#### EXERCISE PROMPT
An exact copy of the data is needed, one that excludes all pictures.

[Stored data]

'''

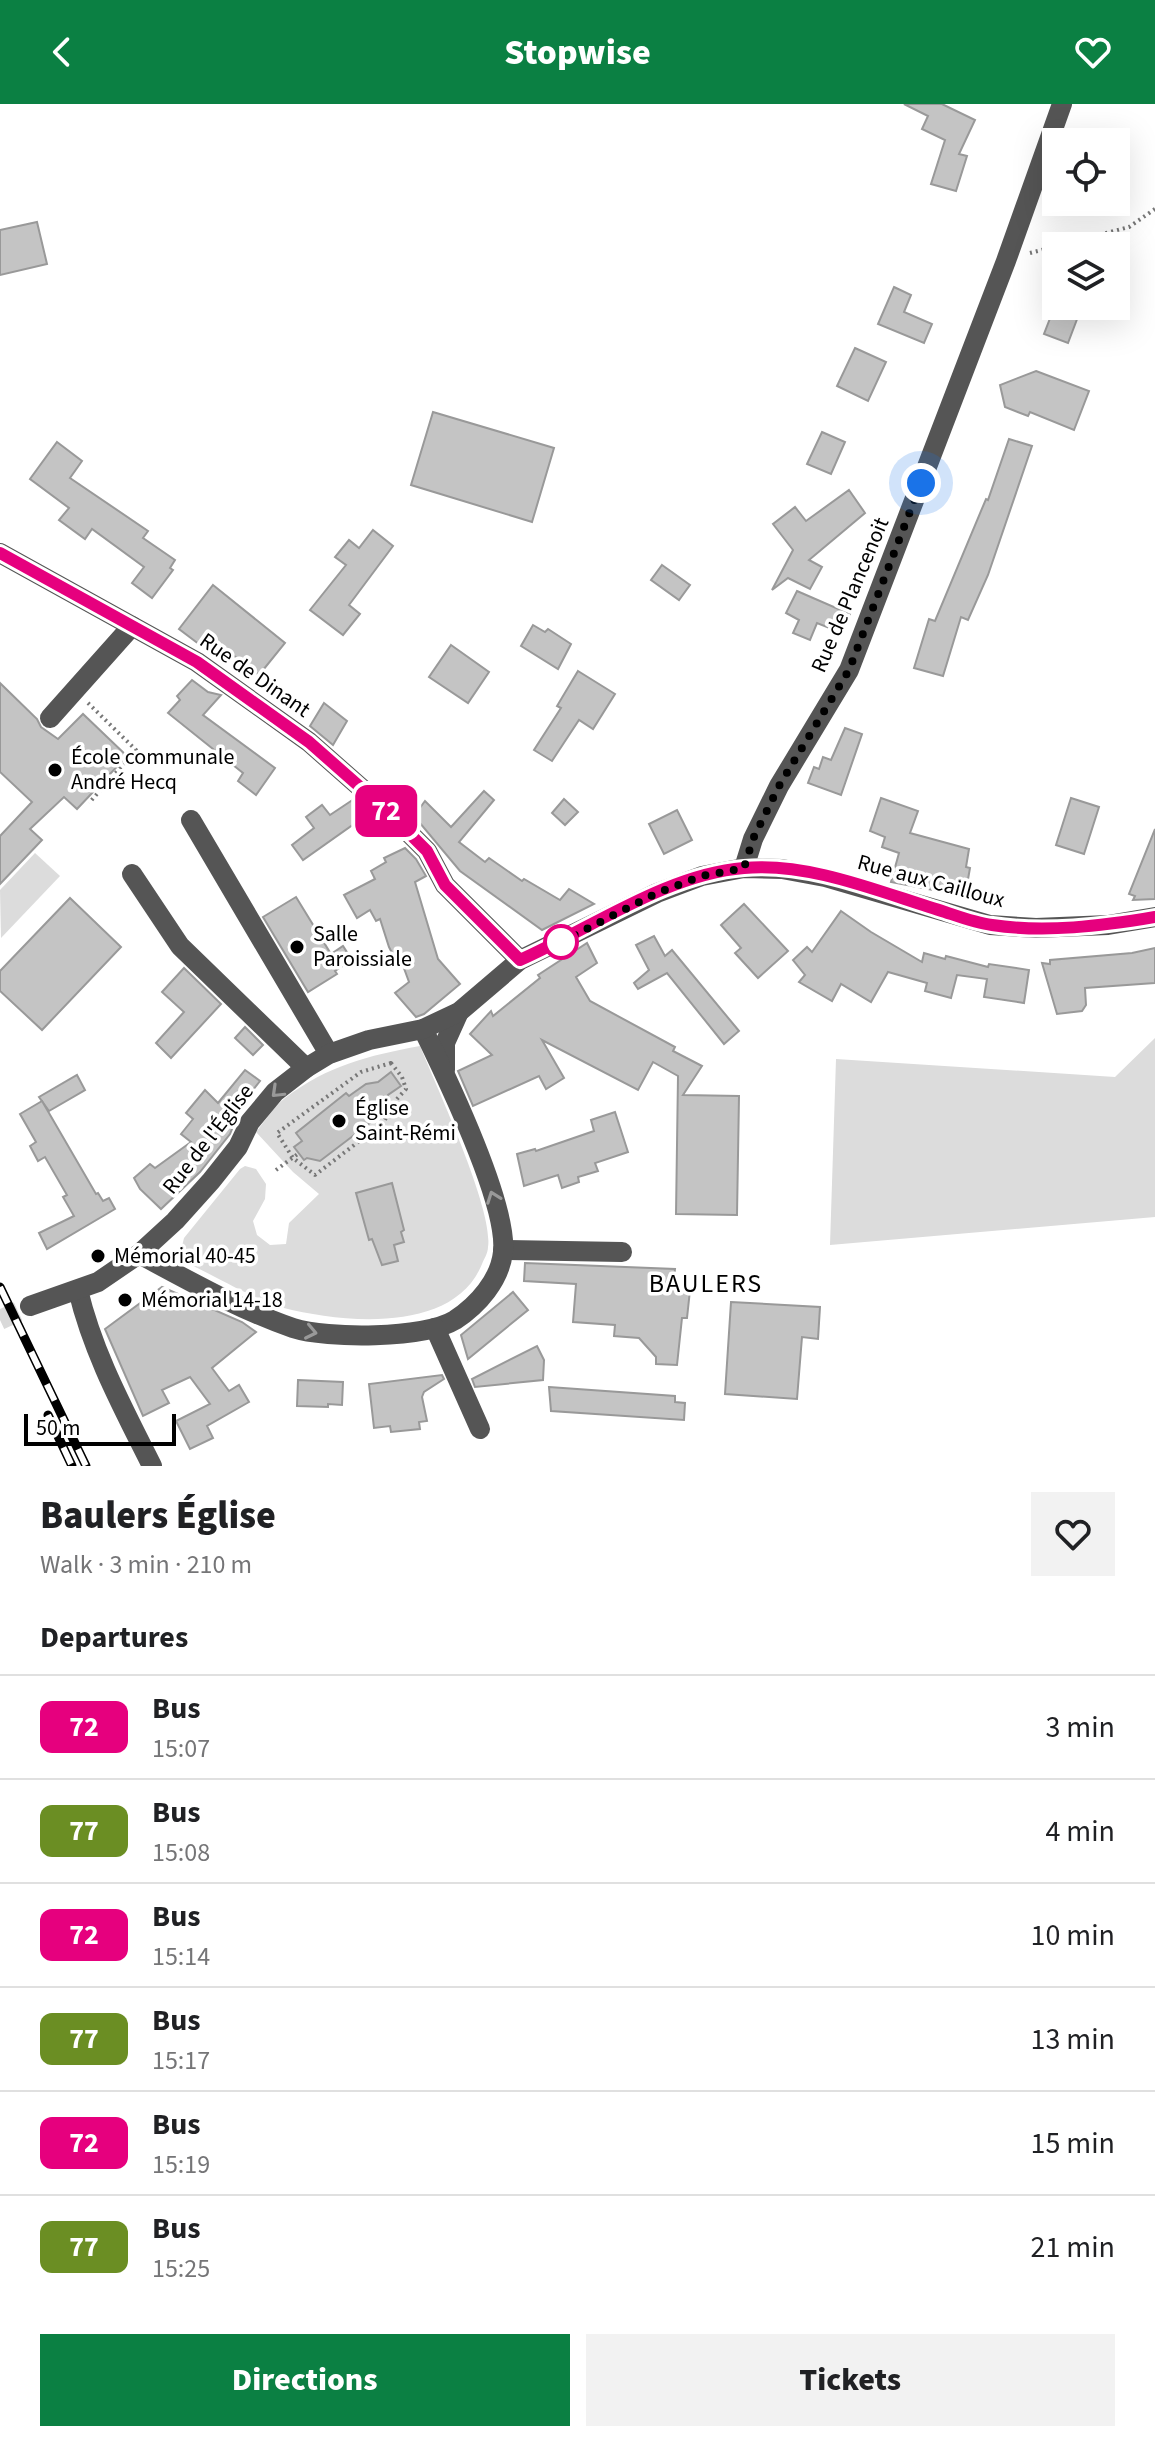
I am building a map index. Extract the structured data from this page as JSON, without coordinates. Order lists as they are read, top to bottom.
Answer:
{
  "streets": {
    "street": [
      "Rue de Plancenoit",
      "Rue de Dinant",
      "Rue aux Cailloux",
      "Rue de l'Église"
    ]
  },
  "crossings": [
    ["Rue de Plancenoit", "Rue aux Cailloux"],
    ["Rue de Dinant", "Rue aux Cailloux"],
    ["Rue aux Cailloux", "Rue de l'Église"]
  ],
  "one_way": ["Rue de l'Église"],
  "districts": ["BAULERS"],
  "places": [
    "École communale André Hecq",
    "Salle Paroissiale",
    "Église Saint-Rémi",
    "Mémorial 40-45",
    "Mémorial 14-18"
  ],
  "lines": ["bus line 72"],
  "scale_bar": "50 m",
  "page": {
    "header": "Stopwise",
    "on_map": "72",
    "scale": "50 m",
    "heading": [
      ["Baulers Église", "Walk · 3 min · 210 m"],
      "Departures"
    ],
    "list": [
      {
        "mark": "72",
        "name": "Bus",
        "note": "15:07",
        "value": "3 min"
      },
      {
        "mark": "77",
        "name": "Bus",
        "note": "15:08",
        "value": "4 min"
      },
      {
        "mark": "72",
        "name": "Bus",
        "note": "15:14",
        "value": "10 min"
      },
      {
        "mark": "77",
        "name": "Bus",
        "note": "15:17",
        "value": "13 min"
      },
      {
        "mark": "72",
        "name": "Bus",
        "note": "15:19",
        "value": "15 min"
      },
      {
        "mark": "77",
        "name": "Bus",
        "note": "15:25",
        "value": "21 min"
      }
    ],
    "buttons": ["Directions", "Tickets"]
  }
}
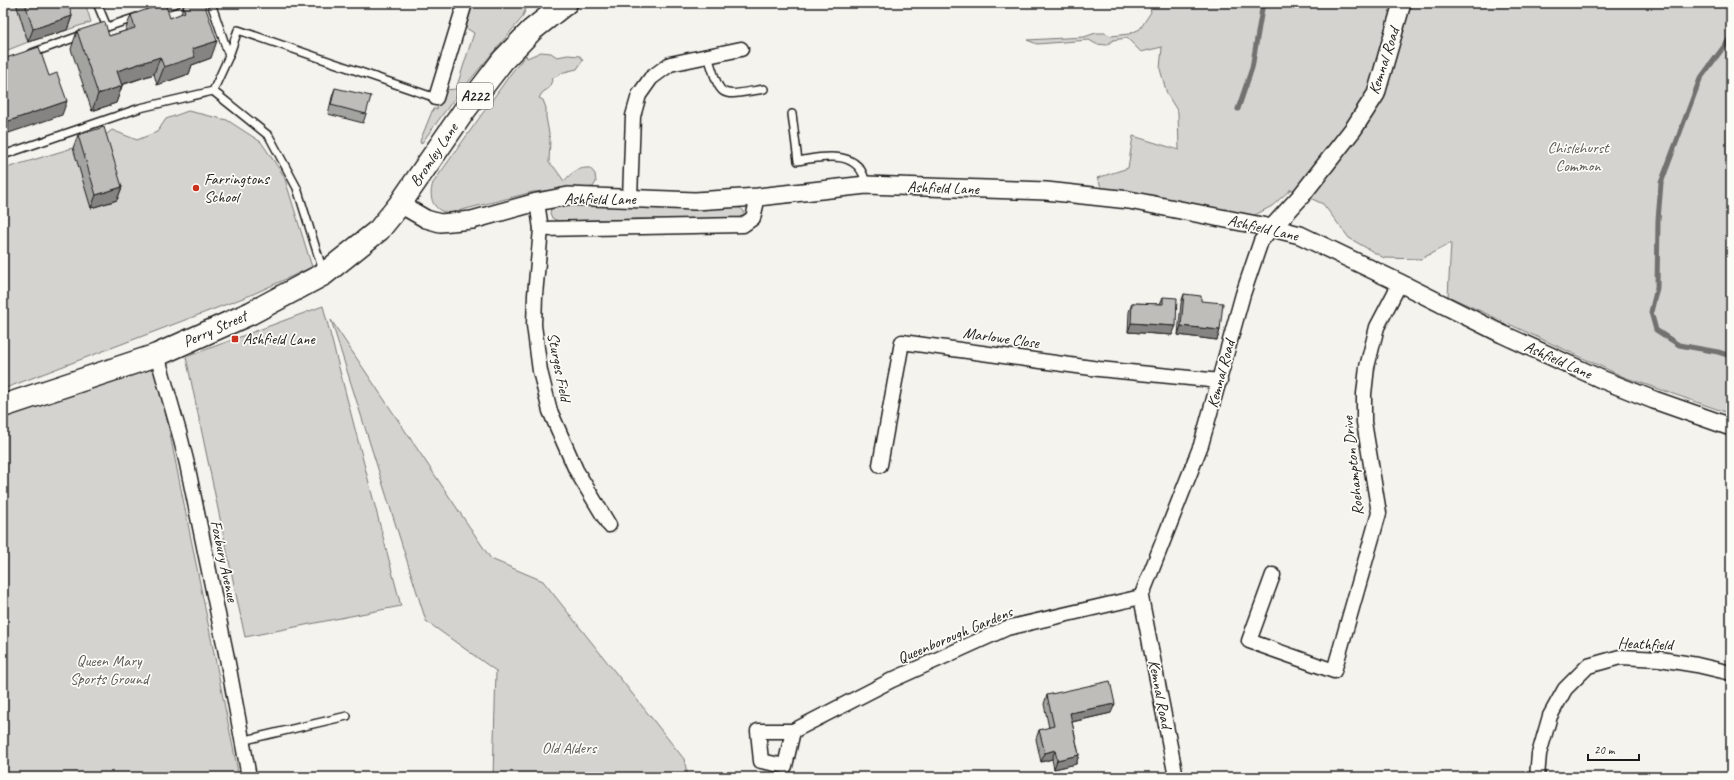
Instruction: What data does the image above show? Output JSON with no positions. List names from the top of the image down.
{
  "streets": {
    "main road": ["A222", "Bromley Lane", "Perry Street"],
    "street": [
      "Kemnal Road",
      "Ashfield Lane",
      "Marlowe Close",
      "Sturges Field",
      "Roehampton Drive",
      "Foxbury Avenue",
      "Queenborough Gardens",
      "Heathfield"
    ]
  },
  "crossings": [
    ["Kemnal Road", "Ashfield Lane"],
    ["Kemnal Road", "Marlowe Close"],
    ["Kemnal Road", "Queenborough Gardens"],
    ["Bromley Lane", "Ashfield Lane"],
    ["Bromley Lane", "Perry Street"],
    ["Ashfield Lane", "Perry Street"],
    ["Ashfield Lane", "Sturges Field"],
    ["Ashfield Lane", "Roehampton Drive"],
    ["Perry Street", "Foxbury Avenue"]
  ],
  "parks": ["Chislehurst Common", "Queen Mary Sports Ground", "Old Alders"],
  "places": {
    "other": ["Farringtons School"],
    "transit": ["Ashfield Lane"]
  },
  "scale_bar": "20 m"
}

'''

#### RESULT BELOW
I am building a map index. Extract the structured data from this page as JSON, without coordinates. Order lists as they are read, top to bottom.
Answer:
{
  "streets": {
    "street": [
      "Rue de Plancenoit",
      "Rue de Dinant",
      "Rue aux Cailloux",
      "Rue de l'Église"
    ]
  },
  "crossings": [
    ["Rue de Plancenoit", "Rue aux Cailloux"],
    ["Rue de Dinant", "Rue aux Cailloux"],
    ["Rue aux Cailloux", "Rue de l'Église"]
  ],
  "one_way": ["Rue de l'Église"],
  "districts": ["BAULERS"],
  "places": [
    "École communale André Hecq",
    "Salle Paroissiale",
    "Église Saint-Rémi",
    "Mémorial 40-45",
    "Mémorial 14-18"
  ],
  "lines": ["bus line 72"],
  "scale_bar": "50 m",
  "page": {
    "header": "Stopwise",
    "on_map": "72",
    "scale": "50 m",
    "heading": [
      ["Baulers Église", "Walk · 3 min · 210 m"],
      "Departures"
    ],
    "list": [
      {
        "mark": "72",
        "name": "Bus",
        "note": "15:07",
        "value": "3 min"
      },
      {
        "mark": "77",
        "name": "Bus",
        "note": "15:08",
        "value": "4 min"
      },
      {
        "mark": "72",
        "name": "Bus",
        "note": "15:14",
        "value": "10 min"
      },
      {
        "mark": "77",
        "name": "Bus",
        "note": "15:17",
        "value": "13 min"
      },
      {
        "mark": "72",
        "name": "Bus",
        "note": "15:19",
        "value": "15 min"
      },
      {
        "mark": "77",
        "name": "Bus",
        "note": "15:25",
        "value": "21 min"
      }
    ],
    "buttons": ["Directions", "Tickets"]
  }
}
Instruction: What data does the image above show? Output JSON with no positions. List names from the top of the image down.
{
  "streets": {
    "main road": ["A222", "Bromley Lane", "Perry Street"],
    "street": [
      "Kemnal Road",
      "Ashfield Lane",
      "Marlowe Close",
      "Sturges Field",
      "Roehampton Drive",
      "Foxbury Avenue",
      "Queenborough Gardens",
      "Heathfield"
    ]
  },
  "crossings": [
    ["Kemnal Road", "Ashfield Lane"],
    ["Kemnal Road", "Marlowe Close"],
    ["Kemnal Road", "Queenborough Gardens"],
    ["Bromley Lane", "Ashfield Lane"],
    ["Bromley Lane", "Perry Street"],
    ["Ashfield Lane", "Perry Street"],
    ["Ashfield Lane", "Sturges Field"],
    ["Ashfield Lane", "Roehampton Drive"],
    ["Perry Street", "Foxbury Avenue"]
  ],
  "parks": ["Chislehurst Common", "Queen Mary Sports Ground", "Old Alders"],
  "places": {
    "other": ["Farringtons School"],
    "transit": ["Ashfield Lane"]
  },
  "scale_bar": "20 m"
}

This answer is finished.